**Exercise description:** Please copy, exactly as written, the span from the first line below to the line that contains "2px #4f5c66) drop-shadow(0", including both, and skip the pictures.

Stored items
- Opening Delimiter -
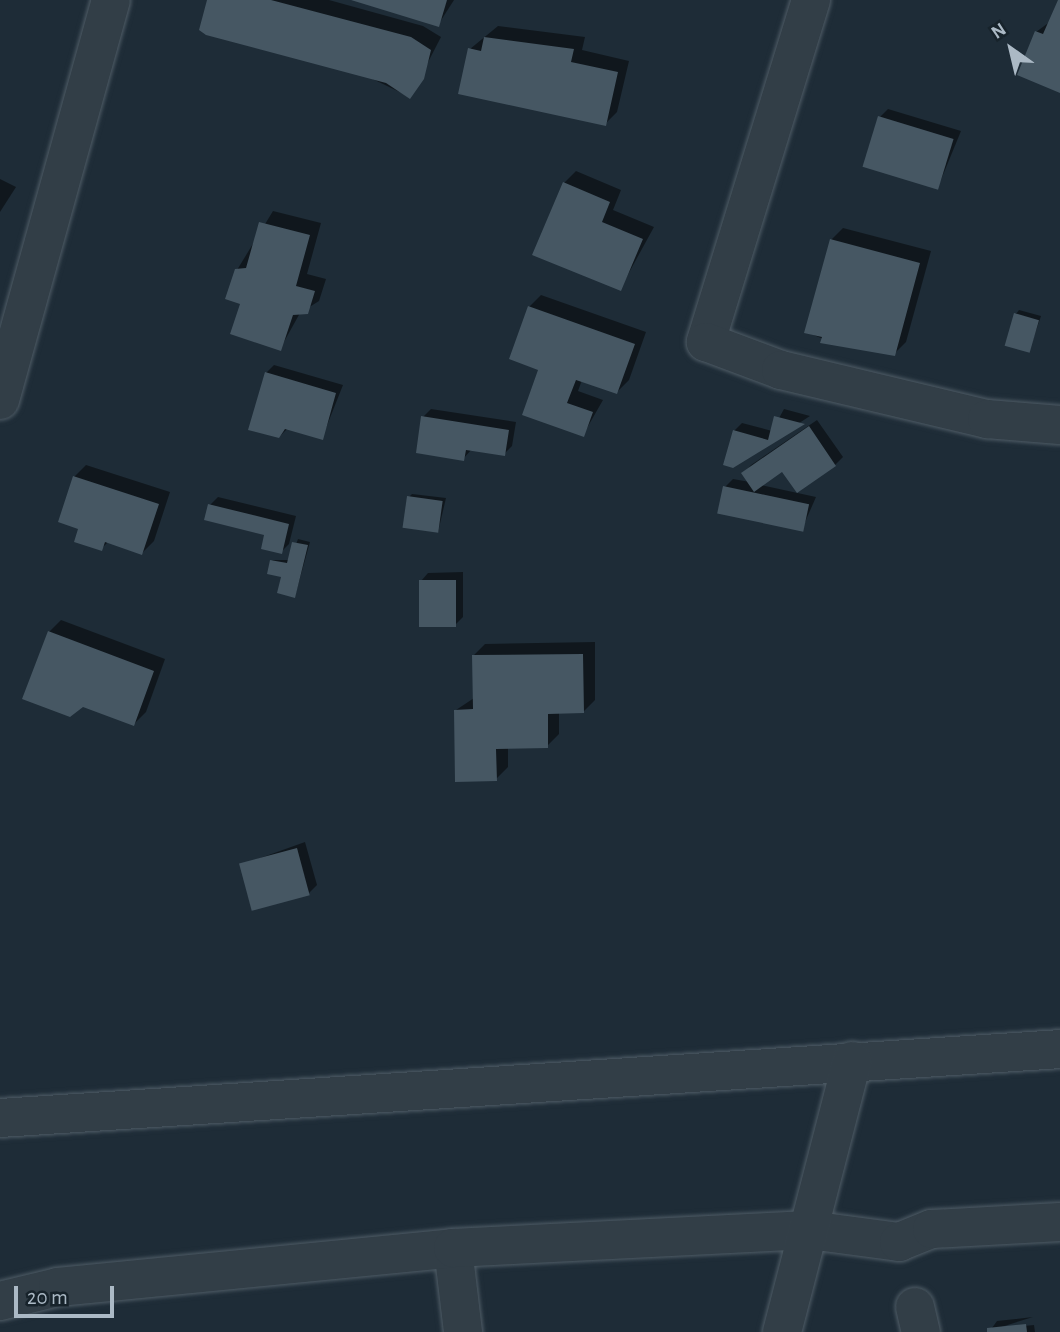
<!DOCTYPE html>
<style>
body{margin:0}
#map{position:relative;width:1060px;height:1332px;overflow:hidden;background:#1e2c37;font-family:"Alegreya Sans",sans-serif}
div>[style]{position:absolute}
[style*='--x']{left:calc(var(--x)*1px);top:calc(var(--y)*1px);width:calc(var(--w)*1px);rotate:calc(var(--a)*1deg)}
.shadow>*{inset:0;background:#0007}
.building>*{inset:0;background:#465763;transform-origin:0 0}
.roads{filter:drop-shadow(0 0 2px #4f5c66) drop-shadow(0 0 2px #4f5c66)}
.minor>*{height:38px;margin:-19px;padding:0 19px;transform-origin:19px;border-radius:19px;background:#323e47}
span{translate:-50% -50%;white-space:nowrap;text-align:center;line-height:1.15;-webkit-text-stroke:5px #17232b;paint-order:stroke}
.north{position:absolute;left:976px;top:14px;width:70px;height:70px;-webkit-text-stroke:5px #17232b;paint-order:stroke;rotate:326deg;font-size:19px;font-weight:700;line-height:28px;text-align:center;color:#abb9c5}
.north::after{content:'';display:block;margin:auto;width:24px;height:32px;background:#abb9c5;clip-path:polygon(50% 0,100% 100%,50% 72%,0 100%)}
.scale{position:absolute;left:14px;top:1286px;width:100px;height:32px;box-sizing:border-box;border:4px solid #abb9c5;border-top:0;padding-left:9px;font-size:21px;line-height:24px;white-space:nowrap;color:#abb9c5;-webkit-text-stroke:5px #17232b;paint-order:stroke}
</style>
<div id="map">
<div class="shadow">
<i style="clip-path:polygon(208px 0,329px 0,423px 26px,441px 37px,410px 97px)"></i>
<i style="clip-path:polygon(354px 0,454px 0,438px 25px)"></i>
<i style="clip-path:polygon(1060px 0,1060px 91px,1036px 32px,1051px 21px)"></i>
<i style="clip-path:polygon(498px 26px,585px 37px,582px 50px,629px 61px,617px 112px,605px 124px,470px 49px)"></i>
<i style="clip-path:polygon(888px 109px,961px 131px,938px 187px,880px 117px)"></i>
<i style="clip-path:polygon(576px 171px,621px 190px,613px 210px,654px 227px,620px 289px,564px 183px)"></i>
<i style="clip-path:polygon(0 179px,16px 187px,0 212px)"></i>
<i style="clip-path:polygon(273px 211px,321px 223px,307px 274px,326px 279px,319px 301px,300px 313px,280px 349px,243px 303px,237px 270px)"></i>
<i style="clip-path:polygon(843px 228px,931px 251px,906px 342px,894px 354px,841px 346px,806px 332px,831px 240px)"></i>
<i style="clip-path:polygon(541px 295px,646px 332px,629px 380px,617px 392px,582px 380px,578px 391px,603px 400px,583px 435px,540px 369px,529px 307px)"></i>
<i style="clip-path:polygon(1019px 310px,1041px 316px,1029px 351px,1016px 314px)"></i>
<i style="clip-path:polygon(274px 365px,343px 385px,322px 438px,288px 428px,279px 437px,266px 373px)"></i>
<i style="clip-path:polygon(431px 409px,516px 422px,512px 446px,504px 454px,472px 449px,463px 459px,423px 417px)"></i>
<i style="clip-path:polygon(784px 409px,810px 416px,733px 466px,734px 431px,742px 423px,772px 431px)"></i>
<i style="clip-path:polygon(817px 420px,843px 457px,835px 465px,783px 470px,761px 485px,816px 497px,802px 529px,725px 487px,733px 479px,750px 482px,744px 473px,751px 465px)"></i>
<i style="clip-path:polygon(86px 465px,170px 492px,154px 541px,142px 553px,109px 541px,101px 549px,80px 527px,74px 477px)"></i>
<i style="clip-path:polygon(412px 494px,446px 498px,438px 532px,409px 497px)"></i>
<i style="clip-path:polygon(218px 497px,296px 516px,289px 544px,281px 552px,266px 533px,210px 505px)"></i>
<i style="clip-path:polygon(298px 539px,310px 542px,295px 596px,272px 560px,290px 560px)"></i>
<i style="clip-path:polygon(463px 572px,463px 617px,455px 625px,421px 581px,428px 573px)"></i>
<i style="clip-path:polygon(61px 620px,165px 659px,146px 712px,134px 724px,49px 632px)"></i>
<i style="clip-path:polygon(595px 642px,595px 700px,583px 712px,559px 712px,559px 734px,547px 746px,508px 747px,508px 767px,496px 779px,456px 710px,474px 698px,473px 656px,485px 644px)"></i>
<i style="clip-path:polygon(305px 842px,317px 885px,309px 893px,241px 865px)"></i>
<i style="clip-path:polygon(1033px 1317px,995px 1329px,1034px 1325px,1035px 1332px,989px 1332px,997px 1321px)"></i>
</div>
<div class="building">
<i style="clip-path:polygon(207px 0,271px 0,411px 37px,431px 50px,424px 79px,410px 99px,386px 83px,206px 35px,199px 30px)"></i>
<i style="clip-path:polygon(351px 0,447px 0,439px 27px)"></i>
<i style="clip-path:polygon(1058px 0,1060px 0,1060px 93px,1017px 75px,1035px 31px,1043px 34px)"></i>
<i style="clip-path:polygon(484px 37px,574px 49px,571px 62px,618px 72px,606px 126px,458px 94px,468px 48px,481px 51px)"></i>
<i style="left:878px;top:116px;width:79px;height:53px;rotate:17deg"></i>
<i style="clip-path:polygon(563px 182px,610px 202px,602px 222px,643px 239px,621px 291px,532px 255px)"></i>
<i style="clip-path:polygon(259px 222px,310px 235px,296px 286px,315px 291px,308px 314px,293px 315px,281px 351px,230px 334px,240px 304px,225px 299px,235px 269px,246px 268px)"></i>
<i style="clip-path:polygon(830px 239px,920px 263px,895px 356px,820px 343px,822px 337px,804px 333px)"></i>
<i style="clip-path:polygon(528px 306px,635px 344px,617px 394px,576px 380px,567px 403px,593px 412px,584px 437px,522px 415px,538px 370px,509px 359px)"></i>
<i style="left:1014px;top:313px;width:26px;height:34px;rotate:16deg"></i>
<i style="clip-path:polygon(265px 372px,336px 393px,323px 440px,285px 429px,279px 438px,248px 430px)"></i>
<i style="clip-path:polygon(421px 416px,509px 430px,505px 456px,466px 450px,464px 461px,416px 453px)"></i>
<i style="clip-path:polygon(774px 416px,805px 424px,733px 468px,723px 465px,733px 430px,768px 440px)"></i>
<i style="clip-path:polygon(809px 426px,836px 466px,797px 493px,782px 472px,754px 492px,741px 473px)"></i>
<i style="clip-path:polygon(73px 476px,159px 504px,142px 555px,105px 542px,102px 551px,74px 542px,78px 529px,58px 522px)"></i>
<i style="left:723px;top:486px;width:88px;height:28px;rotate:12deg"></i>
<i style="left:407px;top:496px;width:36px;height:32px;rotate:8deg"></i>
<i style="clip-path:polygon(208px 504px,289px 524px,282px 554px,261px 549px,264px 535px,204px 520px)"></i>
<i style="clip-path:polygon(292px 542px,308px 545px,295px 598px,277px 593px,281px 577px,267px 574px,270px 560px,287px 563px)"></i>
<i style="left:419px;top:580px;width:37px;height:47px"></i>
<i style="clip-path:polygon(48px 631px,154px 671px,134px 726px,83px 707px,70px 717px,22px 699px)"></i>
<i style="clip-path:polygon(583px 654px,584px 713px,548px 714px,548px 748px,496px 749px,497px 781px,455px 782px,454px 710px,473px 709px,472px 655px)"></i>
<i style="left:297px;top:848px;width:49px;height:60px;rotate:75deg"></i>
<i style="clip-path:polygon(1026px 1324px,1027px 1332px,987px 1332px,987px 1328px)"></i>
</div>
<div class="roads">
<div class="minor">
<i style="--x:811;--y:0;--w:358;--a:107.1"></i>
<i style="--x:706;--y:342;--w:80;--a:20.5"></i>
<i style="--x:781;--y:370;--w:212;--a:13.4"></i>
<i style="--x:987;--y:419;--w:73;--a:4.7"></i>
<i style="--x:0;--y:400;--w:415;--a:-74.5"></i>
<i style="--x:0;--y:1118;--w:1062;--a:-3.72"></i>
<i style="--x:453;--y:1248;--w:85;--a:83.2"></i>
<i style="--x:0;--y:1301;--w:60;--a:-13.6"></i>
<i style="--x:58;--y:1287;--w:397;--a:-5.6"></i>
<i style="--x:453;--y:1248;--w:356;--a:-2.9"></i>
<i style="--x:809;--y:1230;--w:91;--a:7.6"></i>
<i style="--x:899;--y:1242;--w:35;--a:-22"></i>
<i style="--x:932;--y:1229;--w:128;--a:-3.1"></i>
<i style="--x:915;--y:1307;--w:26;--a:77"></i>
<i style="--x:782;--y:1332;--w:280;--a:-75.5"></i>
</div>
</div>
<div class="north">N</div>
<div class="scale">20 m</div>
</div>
- Closing Delimiter -
**Worked solution:**
<!DOCTYPE html>
<style>
body{margin:0}
#map{position:relative;width:1060px;height:1332px;overflow:hidden;background:#1e2c37;font-family:"Alegreya Sans",sans-serif}
div>[style]{position:absolute}
[style*='--x']{left:calc(var(--x)*1px);top:calc(var(--y)*1px);width:calc(var(--w)*1px);rotate:calc(var(--a)*1deg)}
.shadow>*{inset:0;background:#0007}
.building>*{inset:0;background:#465763;transform-origin:0 0}
.roads{filter:drop-shadow(0 0 2px #4f5c66) drop-shadow(0 0 2px #4f5c66)}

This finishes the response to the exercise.